[EXERCISE REQUIREMENTS]
An exact reproduction is required of the lines from the beginning of the entries through the line with "position:absolute; left:15px; top:1232px;", pictures excluded and nothing added.
DATA UNDER STUDY Block Start
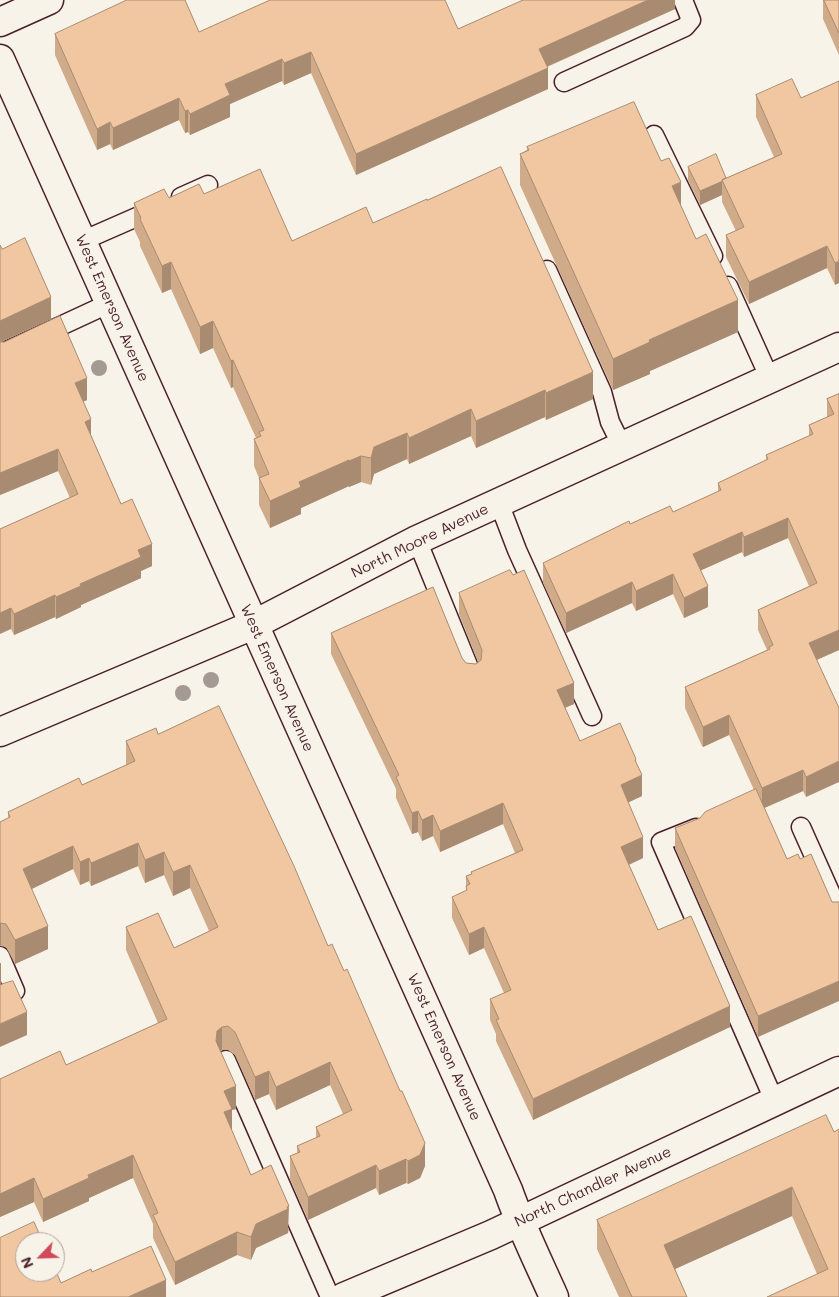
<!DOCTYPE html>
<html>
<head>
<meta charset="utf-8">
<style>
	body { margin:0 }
	#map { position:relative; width:839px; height:1297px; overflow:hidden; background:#f7f3e8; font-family:Mali,sans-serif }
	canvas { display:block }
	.north { position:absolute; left:15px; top:1232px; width:50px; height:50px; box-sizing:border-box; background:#f7f3e8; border:1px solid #b29e9c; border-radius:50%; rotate:246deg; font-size:14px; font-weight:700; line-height:20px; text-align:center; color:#4a1f2b }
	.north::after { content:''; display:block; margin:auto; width:18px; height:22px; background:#d1495b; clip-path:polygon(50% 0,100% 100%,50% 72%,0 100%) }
</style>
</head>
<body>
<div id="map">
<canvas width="839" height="1297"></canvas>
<div class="north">N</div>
</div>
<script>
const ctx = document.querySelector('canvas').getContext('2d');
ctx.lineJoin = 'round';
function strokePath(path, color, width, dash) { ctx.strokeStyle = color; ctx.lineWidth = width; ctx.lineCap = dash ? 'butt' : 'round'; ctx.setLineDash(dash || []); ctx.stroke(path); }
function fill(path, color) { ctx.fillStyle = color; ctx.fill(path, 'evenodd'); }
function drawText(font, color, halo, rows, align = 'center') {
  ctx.font = font + ' Mali,sans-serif'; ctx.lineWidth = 5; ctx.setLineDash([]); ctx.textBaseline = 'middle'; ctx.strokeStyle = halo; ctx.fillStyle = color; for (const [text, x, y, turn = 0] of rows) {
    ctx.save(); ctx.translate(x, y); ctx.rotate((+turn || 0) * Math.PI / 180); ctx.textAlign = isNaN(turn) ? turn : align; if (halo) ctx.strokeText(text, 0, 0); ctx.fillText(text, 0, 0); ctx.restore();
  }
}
const service = new Path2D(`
	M564 82 685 27 691 20 683 0
	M654 135 713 256
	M181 197 208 185
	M82 241 155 209
	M547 270 602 392 610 422 622 446
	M728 286 770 379
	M0 354 110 303
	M499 503 517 550 592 716
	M417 540 472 675
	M801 827 839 912
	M696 828 661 842 774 1100
	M0 956 15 991 0 998
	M226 1060 330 1297`);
const minor = new Path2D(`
	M0 732 253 625 417 540 839 347
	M344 1297 491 1235 839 1071`);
const tertiary = new Path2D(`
	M0 22 49 0
	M0 59 508 1190C521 1227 538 1261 554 1297`);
strokePath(service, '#4a1f2b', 21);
strokePath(minor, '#4a1f2b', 31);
strokePath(tertiary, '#4a1f2b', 31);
strokePath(service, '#f7f3e8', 18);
strokePath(minor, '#f7f3e8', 28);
strokePath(tertiary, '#f7f3e8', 28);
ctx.fillStyle = '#a49a94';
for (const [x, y] of [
	[99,368],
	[211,680],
	[183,693]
]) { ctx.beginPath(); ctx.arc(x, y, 8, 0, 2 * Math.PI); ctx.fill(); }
fill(new Path2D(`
	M675 0V9L547 67 548 89 356 175 311 73 284 85 282 81 230 104V117L190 135 188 132 185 133 179 120 113 150 110 144 97 150 55 55V34L458 29Z
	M823 0H839V55L823 19Z
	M839 81 835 285 827 268 749 304 726 257V235L736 231 722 202V195L700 205 688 180V167L726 178 774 157 756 117V95L801 98Z
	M527 147 681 206 738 332 650 371V374L613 390 520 185V154L527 150Z
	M204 194 292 241 373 223 593 399 546 420 545 417 476 448 471 436 409 464 407 459 374 474 371 485 361 482 349 487V486L301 508V514L270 528 259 505V478L254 466V439L256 438 233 387 231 388 213 348 200 354 171 289 162 293 140 246V242L134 229V203Z
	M0 245 2 249 51 319 1 342 87 400 83 402 91 435 121 504 152 566 141 571V578L81 605V607L56 619 55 617 14 635 11 629 0 529 70 498 58 471 0 495Z
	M839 394V650L817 660 806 797 803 791 764 808 758 1037 675 848V828L700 818 754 790 729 735 703 747 702 746 685 708V687L767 650 758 630V610L809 586 788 538 744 557 742 552 701 570 708 607 684 618 673 594 636 611 632 603 566 633 543 583V563L630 524 673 512 718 492V483L766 460V455L809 436V425L827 417V399Z
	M459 593 574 704 565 708 580 741 636 763 642 796 628 802 643 858 629 865 658 930 730 1027 533 1120 496 1041V1034L490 1020V999L504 993 484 948 469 955 452 918V897L466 891V876L471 874V872L515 853 503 824 440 852 433 836 422 841 418 832 412 834 396 798V789L331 654V633L462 658 466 663 476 664 478 662 459 614Z
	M158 734 328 946 425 1166 420 1178 408 1184 406 1183 379 1195 376 1188 308 1220 290 1179V1156L297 1153V1146L316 1138V1127L343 1114 330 1085 276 1110 269 1094 255 1100 235 1055 228 1050H222L221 1051 236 1109 232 1110V1131L251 1175 289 1229 288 1233 256 1248 251 1260 237 1255 175 1285 153 1238V1224L133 1178 89 1198V1201L43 1222 34 1202 0 1217V1079L66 1065 158 1023 126 950V927L174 948 209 931 190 888 173 896 164 875 145 883 138 866 91 886 89 881 80 885 73 869 32 889 48 949 15 964 6 947 0 946V822L8 818V812L82 785 126 765V741Z
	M834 1132 839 1297 817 1274 792 1216 675 1269 687 1297H619L597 1249V1220Z`), '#cfab8a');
fill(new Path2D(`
	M648 0H675V9L539 70V49Z
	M311 52V73L284 85V63Z
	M282 59V81L230 104V117L190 135V114L225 84Z
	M548 68V89L356 175V154Z
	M179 98V120L113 150V128Z
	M188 110V132L185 133V111Z
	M110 122V144L97 150V129Z
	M722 181V195L700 205V191Z
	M681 182V213L672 186Z
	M827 246V268L749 304V282Z
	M839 261V283L835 285V263Z
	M171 262V289L162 293V266Z
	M51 297V319L0 342V321Z
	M738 300V332L650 371V374L613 390V359L649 340Z
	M213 321V348L200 354V327Z
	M233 360V387L231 388V361Z
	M593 372V399L546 420V393Z
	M87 378V400L75 405V383Z
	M545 390V417L476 448V421Z
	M471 409V436L409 464V438Z
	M91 419V441L85 422Z
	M407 433V459L374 474 371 485V458L374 447Z
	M58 449V471L0 495V473Z
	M361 456V482L349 487V461Z
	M349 460V486L301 508V514L270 528V501L299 482Z
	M788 518V538L744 557V537Z
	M742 532V552L693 574V554Z
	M152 544V566L141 571V578L81 605V607L56 619V597L138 550Z
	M673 574V594L636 611V591Z
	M632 582V603L566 633V613Z
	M708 586V607L684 618V598Z
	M55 595V617L14 635V614Z
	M11 608V629L0 634V613Z
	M839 630V650L809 663V643Z
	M574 683V704L557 711V690Z
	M729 715V735L703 747V727Z
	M636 759V778L642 775V796L621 806V785L635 760Z
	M839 761V782L806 797V777Z
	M803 770V791L762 809V788Z
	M503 803V824L440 852V831Z
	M418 811V832L412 834V813Z
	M433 815V836L422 841V820Z
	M643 837V858L621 868V847Z
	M138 843V866L91 886V863Z
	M73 846V869L23 893V869Z
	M164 852V875L145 883V860Z
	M89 858V881L80 885V862Z
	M190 865V888L173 896V872Z
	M1 922V945L0 946V923Z
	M48 926V949L15 964V940Z
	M484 927V948L469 955V934Z
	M0 963H1V986H0Z
	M839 981V1001L758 1037V1016Z
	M730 1006V1027L533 1120V1099Z
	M27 1012V1035L0 1047V1024Z
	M222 1027V1050L217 1054 216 1041 217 1031Z
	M330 1062V1085L276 1110V1087Z
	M269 1071V1094L255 1100V1077Z
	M236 1086V1109L232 1110V1132L224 1135V1091Z
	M425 1143V1166L420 1178 408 1184V1161Z
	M133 1155V1178L89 1198V1201L43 1222V1199L88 1175Z
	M406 1159V1183L379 1195V1171Z
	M376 1165V1188L308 1220V1197Z
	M34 1178V1202L0 1217V1194Z
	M792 1187V1216L664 1274V1245Z
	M289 1206 288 1233 256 1248 251 1260V1237L256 1224Z
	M237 1232V1255L175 1285V1262Z
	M166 1280V1297H128Z`), '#a98b71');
const building = new Path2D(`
	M127 0H185L199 32 270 0H445L458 29 523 0H648L539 49 548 68 356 154 311 52 284 63 282 59 225 84 230 95 190 114 188 110 185 111 179 98 113 128 110 122 97 129 55 34Z
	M824 0H839V33Z
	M792 79 801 98 839 81V261L835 263 827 246 749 282 726 235 744 227 722 180 782 154 756 95Z
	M634 102 661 161 669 158 681 182 672 186 696 239 706 234 738 300 649 340 650 342 613 359 520 154 529 150 527 147Z
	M716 154 726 178 722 180 723 181 700 191 688 167Z
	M501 167 593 372 546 393 545 390 476 421 471 409 409 438 407 433 374 447 371 458 361 456 349 461V460L299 482 301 487 270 501 259 478 269 474 254 439 261 436 259 432 264 430 233 360 231 361 213 321 200 327 171 262 162 266 140 219 141 218 134 203 164 189 169 198 199 184 204 194 260 169 292 241 366 207 373 223 427 199V200Z
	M25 238 51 297 0 321V245L2 249Z
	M60 316 87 378 75 383 91 419 85 422 121 504 132 499 152 544 138 550 141 557 80 584 81 586 56 597 55 595 14 614 11 608 0 613V529L78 494 58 449 0 473V342H4Z
	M839 394V630L809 643 839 708V761L806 777 803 770 762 788 729 715 703 727 685 687 770 649 769 647 773 645 758 610 817 583 788 518 744 537 742 532 693 554 708 586 684 598 673 574 636 591 632 582 566 613 543 563 629 521 630 524 670 506 673 512 721 490 718 483 768 459 766 455 813 434 809 425 834 414 827 399Z
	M510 570 513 575 524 570 574 683 557 690 580 741 620 723 636 759 635 760 642 775 621 785 643 837 621 847 658 930 691 916 730 1006 533 1099 496 1020 499 1019 490 999 511 990 484 927 469 934 452 897 467 890 466 886 470 884 466 876 472 874 471 872 523 850 503 803 440 831 433 815 422 820 418 811 412 813 396 777 399 775 331 633 433 587 462 658 466 663 476 664 481 660 482 650 459 593Z
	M219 706 294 866 328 946 332 944 344 971 347 969 400 1091H402L425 1143 420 1155 408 1161 406 1159 379 1171 376 1165 308 1197 290 1156 300 1152 297 1146 320 1136 316 1127 352 1110 330 1062 276 1087 269 1071 255 1077 235 1032 228 1026 222 1027 217 1031 216 1041 236 1086 224 1091 232 1109 224 1112 251 1175 271 1165 289 1206 287 1207 288 1209 256 1224 251 1237 237 1232 175 1262 153 1215 158 1213 133 1155 88 1175 89 1178 43 1199 34 1178 0 1194V1079L60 1051 66 1065 167 1019 126 927 158 913 174 948 218 927 190 865 173 872 164 852 145 860 138 843 91 863 89 858 80 862 73 846 23 869 48 926 15 940 6 924 0 923V822L10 817 8 812 79 778 82 785 135 761 126 741 156 728 158 734Z
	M756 789 787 859 798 854 800 859 811 854 832 902H839V981L758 1016 675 828 700 818 705 812Z
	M13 981 27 1012 0 1024V985Z
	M826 1115 834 1132 839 1129V1297H767L828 1269 792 1187 664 1245 687 1297H632L597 1220Z
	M34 1222 43 1242H25V1272H55V1269L61 1283 91 1269 92 1272 151 1246 166 1280 128 1297H0V1238Z`);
fill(building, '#f1c7a1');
strokePath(building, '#a98b71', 1);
drawText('15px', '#4a1f2b', '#f7f3e8', [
	["West Emerson Avenue",112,308,66],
	["North Moore Avenue",420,541,-26],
	["West Emerson Avenue",277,678,66],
	["West Emerson Avenue",444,1047,66],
	["North Chandler Avenue",593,1187,-25]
]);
</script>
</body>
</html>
DATA UNDER STUDY Block End
[OUTPUT FOR THIS EXERCISE]
<!DOCTYPE html>
<html>
<head>
<meta charset="utf-8">
<style>
	body { margin:0 }
	#map { position:relative; width:839px; height:1297px; overflow:hidden; background:#f7f3e8; font-family:Mali,sans-serif }
	canvas { display:block }
	.north { position:absolute; left:15px; top:1232px; width:50px; height:50px; box-sizing:border-box; background:#f7f3e8; border:1px solid #b29e9c; border-radius:50%; rotate:246deg; font-size:14px; font-weight:700; line-height:20px; text-align:center; color:#4a1f2b }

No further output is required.